● **Task directions**: Nothing but the records themselves, exactly as written and free of pictures, should appear in your response.

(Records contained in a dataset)

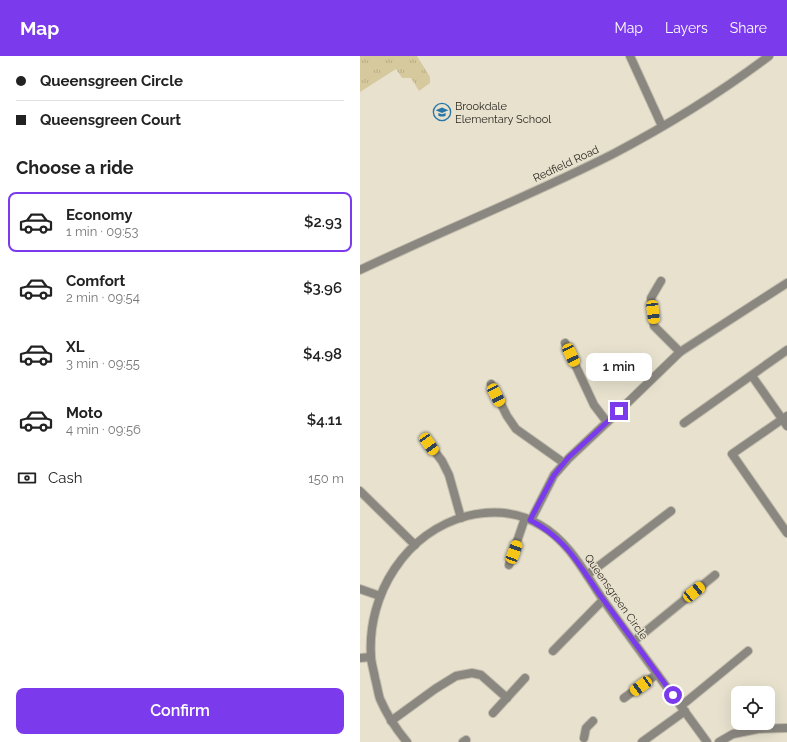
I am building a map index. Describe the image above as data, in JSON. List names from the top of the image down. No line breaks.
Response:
{"streets":{"street":["Redfield Road","Queensgreen Circle"]},"places":{"school or university":["Brookdale Elementary School"]},"page":{"header":"Map","nav":["Map","Layers","Share"],"banner":["Queensgreen Circle","Queensgreen Court"],"heading":"Choose a ride","list":[{"name":"Economy","note":"1 min · 09:53","value":"$2.93"},{"name":"Comfort","note":"2 min · 09:54","value":"$3.96"},{"name":"XL","note":"3 min · 09:55","value":"$4.98"},{"name":"Moto","note":"4 min · 09:56","value":"$4.11"}],"bubble":"1 min","pay":["Cash","150 m"],"buttons":"Confirm"}}
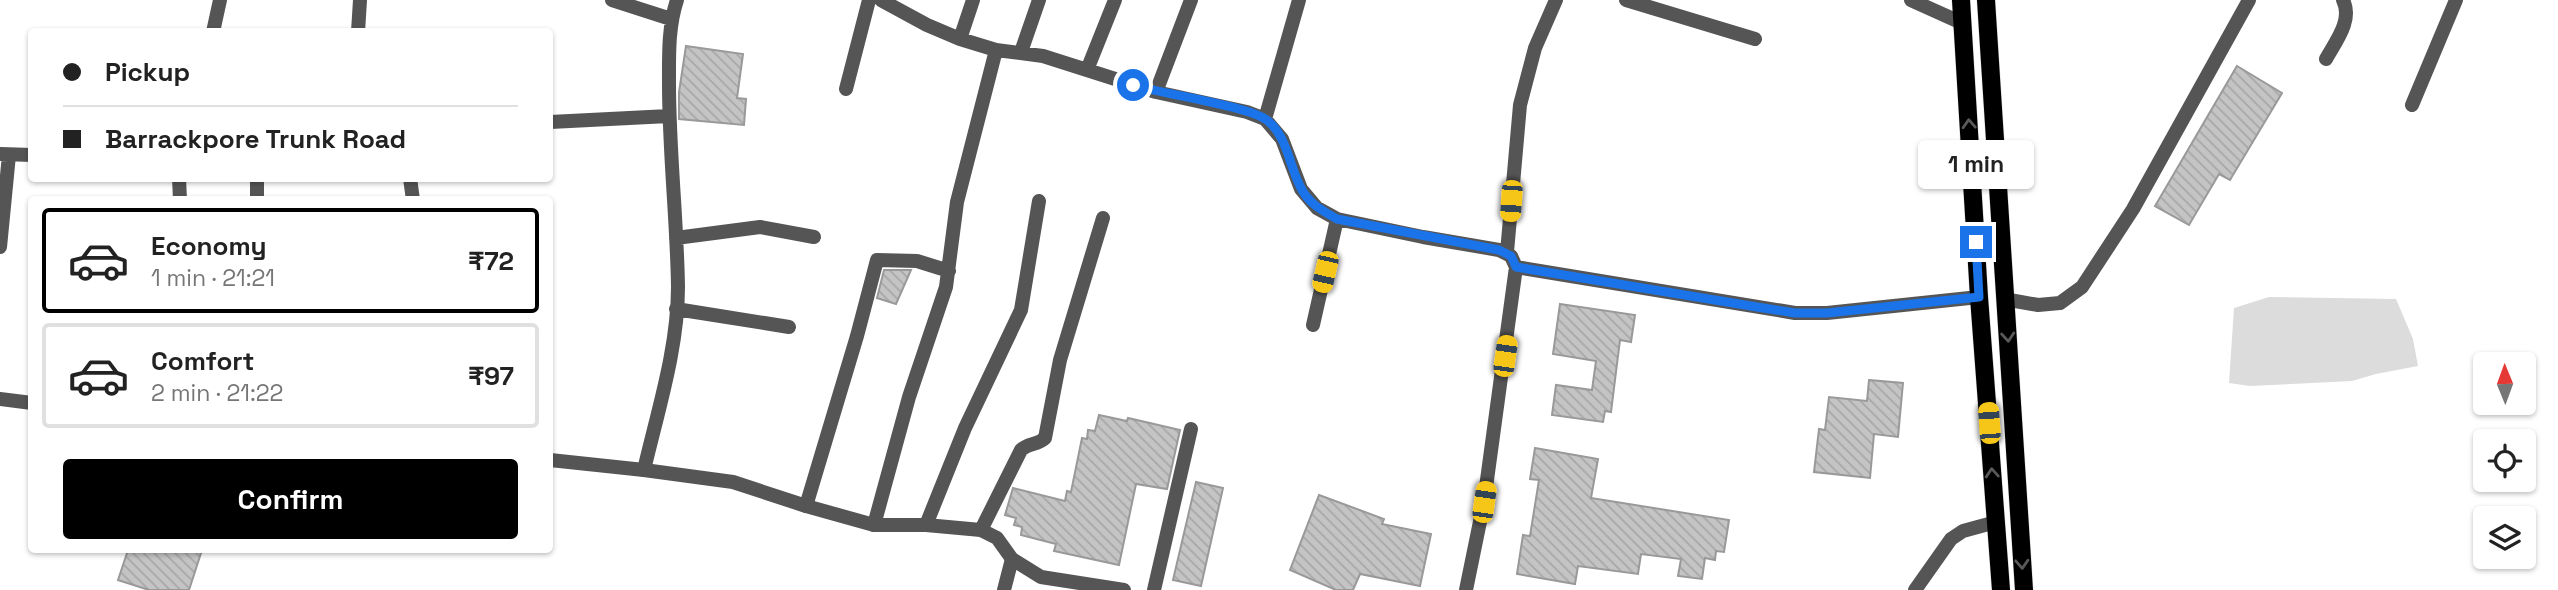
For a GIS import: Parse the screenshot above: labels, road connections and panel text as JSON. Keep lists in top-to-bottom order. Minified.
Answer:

● **Response to the task**:
I am building a map index. Describe the image above as data, in JSON. List names from the top of the image down. No line breaks.
Response:
{"streets":{"street":["Redfield Road","Queensgreen Circle"]},"places":{"school or university":["Brookdale Elementary School"]},"page":{"header":"Map","nav":["Map","Layers","Share"],"banner":["Queensgreen Circle","Queensgreen Court"],"heading":"Choose a ride","list":[{"name":"Economy","note":"1 min · 09:53","value":"$2.93"},{"name":"Comfort","note":"2 min · 09:54","value":"$3.96"},{"name":"XL","note":"3 min · 09:55","value":"$4.98"},{"name":"Moto","note":"4 min · 09:56","value":"$4.11"}],"bubble":"1 min","pay":["Cash","150 m"],"buttons":"Confirm"}}
For a GIS import: Parse the screenshot above: labels, road connections and panel text as JSON. Keep lists in top-to-bottom order. Minified.
Answer:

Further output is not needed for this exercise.